After discharge, you’ll be placed on antiplatelet medications to keep the stent from developing clots. Follow-up imaging, usually an ultrasound of the carotid artery, is scheduled in the weeks and months after the procedure to confirm the stent is staying open and the artery is healing properly. Most people return to light daily activities within a few days, though your care team will give specific guidance on when to resume driving, exercise, and other physical tasks.

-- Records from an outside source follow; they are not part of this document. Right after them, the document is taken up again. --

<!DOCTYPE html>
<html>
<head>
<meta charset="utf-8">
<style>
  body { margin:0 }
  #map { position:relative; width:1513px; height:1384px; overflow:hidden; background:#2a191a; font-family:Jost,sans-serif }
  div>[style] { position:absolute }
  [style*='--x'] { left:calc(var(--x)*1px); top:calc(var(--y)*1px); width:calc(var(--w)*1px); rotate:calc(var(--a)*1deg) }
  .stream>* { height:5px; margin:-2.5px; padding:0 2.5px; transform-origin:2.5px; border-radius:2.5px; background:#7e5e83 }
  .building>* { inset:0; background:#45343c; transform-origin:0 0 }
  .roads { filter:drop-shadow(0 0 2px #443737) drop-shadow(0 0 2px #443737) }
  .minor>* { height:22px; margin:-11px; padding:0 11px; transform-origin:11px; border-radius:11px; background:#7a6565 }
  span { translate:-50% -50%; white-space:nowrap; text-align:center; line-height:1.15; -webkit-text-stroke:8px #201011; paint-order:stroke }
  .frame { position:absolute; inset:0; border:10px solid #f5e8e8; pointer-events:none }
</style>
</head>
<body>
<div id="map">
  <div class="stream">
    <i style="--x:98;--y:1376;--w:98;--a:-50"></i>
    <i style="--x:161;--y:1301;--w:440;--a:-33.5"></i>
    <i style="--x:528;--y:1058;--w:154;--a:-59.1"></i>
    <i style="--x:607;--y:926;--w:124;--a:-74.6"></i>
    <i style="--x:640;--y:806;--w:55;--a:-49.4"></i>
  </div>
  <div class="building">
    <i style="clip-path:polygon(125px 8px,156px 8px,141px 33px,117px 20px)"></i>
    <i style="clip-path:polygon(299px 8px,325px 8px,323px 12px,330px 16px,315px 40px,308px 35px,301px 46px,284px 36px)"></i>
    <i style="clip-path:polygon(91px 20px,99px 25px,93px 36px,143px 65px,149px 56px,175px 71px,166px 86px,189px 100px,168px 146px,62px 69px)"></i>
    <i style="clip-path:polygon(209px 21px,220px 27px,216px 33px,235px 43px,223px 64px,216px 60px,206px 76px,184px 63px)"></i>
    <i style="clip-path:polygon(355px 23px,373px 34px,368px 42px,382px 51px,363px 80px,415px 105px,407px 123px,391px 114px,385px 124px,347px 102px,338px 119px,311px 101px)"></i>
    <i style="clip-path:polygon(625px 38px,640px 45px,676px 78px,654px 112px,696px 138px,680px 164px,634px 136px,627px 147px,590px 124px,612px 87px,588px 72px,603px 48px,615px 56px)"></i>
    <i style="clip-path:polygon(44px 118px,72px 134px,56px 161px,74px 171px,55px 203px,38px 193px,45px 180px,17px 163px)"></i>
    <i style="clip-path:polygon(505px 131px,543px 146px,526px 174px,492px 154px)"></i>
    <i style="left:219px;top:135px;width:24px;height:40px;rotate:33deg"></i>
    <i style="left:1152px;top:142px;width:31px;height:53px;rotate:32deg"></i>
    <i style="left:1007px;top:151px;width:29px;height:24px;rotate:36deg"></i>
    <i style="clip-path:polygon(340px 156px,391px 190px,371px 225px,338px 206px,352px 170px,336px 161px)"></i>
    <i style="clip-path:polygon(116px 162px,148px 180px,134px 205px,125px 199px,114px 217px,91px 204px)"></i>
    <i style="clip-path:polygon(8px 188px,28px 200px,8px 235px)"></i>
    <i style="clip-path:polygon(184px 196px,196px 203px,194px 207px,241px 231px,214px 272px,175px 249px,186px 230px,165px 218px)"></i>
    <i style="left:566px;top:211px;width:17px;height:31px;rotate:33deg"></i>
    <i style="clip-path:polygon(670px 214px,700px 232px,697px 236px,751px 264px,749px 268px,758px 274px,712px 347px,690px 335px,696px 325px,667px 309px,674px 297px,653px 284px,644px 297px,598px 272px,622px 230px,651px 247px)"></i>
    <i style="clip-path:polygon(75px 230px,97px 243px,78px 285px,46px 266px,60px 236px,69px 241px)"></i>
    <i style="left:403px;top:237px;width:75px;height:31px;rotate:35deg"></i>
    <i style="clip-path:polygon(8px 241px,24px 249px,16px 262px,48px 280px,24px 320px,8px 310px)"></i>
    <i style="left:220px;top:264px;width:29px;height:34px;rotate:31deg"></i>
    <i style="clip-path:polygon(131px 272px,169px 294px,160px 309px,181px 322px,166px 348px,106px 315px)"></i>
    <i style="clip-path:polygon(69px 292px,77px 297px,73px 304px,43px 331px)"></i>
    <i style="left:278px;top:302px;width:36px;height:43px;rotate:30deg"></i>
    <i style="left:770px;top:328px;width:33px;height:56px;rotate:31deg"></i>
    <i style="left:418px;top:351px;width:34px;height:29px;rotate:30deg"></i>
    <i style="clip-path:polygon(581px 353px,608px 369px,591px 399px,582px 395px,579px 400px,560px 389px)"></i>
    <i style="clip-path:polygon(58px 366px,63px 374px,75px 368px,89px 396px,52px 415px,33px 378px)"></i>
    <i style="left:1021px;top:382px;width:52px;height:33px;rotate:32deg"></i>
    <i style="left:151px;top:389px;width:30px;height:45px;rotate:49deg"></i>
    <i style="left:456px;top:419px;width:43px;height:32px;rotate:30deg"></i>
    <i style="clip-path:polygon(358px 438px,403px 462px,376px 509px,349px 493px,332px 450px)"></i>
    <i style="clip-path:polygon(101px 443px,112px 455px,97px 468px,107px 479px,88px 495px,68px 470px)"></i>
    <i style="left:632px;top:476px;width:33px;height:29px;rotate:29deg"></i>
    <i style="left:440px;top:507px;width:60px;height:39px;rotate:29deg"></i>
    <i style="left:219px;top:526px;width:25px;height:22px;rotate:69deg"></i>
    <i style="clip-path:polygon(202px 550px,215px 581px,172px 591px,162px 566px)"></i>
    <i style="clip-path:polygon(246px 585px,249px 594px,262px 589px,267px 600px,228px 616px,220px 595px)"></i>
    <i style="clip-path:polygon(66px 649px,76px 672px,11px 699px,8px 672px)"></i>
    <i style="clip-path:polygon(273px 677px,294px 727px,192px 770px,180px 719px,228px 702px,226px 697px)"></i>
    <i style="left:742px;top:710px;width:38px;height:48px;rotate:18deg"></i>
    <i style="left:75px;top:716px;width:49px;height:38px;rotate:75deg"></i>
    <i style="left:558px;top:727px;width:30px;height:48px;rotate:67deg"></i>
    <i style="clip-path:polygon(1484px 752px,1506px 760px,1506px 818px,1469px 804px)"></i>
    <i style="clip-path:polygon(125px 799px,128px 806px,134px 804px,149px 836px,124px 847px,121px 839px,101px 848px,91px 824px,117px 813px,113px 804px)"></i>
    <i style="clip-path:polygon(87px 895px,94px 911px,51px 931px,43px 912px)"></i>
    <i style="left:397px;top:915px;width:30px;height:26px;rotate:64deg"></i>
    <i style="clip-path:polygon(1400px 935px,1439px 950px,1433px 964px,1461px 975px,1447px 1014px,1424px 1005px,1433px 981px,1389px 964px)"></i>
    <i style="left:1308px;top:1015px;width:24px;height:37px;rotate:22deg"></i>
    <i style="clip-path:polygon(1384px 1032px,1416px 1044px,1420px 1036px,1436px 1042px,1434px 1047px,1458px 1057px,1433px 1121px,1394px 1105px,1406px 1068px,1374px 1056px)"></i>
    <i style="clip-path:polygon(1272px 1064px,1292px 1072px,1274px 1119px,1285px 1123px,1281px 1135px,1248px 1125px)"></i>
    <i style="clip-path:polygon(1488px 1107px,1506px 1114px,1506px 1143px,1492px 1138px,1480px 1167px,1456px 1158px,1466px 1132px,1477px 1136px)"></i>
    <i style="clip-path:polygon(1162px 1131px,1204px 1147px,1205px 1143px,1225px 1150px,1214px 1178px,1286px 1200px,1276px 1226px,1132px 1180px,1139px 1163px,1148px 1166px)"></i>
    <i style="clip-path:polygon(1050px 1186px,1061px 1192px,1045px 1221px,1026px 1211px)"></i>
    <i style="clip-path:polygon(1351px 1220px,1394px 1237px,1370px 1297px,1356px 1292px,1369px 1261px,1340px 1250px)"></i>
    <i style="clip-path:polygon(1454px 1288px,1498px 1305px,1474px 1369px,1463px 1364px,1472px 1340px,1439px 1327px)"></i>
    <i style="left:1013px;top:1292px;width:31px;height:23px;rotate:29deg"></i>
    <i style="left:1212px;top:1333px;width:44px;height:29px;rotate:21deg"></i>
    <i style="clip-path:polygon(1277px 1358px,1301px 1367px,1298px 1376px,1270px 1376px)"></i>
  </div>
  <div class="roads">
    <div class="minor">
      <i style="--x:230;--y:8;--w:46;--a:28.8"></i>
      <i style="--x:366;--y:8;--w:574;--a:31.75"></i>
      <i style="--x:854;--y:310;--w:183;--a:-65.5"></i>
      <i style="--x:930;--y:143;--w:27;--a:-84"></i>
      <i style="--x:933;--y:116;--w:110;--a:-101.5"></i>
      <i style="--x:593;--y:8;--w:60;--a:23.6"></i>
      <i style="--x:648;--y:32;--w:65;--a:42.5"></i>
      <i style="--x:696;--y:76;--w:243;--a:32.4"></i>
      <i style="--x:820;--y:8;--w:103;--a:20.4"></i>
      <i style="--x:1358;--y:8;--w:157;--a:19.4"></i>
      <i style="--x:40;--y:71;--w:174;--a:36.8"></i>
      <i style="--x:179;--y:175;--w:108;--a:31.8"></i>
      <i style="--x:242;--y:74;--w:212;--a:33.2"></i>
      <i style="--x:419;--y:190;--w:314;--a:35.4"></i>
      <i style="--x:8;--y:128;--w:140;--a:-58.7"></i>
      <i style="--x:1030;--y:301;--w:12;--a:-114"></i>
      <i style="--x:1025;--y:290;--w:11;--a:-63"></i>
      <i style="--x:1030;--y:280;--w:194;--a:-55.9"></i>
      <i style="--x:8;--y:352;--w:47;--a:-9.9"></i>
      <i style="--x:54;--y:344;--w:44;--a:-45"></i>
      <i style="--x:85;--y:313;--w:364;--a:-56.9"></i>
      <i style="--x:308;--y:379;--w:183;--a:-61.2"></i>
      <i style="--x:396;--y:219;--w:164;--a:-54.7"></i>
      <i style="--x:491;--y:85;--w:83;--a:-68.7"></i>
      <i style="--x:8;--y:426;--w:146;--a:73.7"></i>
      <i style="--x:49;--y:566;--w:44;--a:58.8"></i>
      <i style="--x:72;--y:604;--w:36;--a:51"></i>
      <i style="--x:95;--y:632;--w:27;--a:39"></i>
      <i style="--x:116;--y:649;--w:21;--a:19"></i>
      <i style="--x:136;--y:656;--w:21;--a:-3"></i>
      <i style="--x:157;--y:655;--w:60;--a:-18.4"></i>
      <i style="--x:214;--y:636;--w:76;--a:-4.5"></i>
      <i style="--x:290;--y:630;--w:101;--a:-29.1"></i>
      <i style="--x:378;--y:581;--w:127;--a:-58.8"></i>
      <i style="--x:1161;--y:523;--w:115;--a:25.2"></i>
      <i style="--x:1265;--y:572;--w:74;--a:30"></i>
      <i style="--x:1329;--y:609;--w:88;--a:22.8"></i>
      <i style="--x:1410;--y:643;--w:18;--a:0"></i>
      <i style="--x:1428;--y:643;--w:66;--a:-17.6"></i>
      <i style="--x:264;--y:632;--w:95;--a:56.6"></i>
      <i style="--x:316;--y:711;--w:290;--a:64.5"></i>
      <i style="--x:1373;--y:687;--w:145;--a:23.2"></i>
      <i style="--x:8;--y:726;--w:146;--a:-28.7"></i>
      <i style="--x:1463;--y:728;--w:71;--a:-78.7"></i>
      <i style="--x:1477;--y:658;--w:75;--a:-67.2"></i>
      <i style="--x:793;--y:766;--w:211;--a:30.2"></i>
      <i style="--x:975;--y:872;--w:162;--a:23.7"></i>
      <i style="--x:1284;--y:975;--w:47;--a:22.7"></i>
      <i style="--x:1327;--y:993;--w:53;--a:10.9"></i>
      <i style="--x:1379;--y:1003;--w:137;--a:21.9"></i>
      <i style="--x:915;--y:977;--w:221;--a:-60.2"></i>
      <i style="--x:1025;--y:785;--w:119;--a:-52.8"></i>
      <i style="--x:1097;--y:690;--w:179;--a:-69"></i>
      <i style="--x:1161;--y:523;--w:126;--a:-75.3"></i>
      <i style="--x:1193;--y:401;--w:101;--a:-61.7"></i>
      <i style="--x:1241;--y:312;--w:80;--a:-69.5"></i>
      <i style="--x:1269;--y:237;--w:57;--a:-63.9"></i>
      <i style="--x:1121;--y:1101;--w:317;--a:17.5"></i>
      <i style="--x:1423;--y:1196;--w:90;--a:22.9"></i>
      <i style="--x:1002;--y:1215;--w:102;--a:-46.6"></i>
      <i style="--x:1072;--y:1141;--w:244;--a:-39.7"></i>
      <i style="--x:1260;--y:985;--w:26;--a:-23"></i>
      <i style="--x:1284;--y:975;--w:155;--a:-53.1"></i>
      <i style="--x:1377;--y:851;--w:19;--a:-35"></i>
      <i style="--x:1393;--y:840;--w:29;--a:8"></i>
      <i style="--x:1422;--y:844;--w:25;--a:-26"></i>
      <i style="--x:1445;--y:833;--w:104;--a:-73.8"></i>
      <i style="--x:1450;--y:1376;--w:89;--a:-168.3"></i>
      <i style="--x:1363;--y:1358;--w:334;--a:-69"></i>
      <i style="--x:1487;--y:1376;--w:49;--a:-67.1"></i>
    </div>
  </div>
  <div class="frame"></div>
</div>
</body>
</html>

Medicare and Insurance Coverage

Medicare covers carotid artery stenting with embolic protection, the category TCAR falls under, for patients who are high risk for open surgery. Coverage applies to symptomatic patients with 70% or greater carotid stenosis. Symptomatic patients with stenosis between 50% and 70%, and asymptomatic patients with stenosis of 80% or greater, can also be covered but often under the terms of approved clinical studies or post-approval registries.

Facilities performing TCAR must meet specific standards set by the Centers for Medicare and Medicaid Services. They need dedicated imaging equipment, appropriate device inventory, and a formal program for granting privileges to the surgeons performing the procedure. Hospitals are required to collect data on all carotid stenting cases and analyze outcomes at least every six months, with that data available to CMS on request. Private insurers generally follow similar criteria, though coverage specifics vary by plan.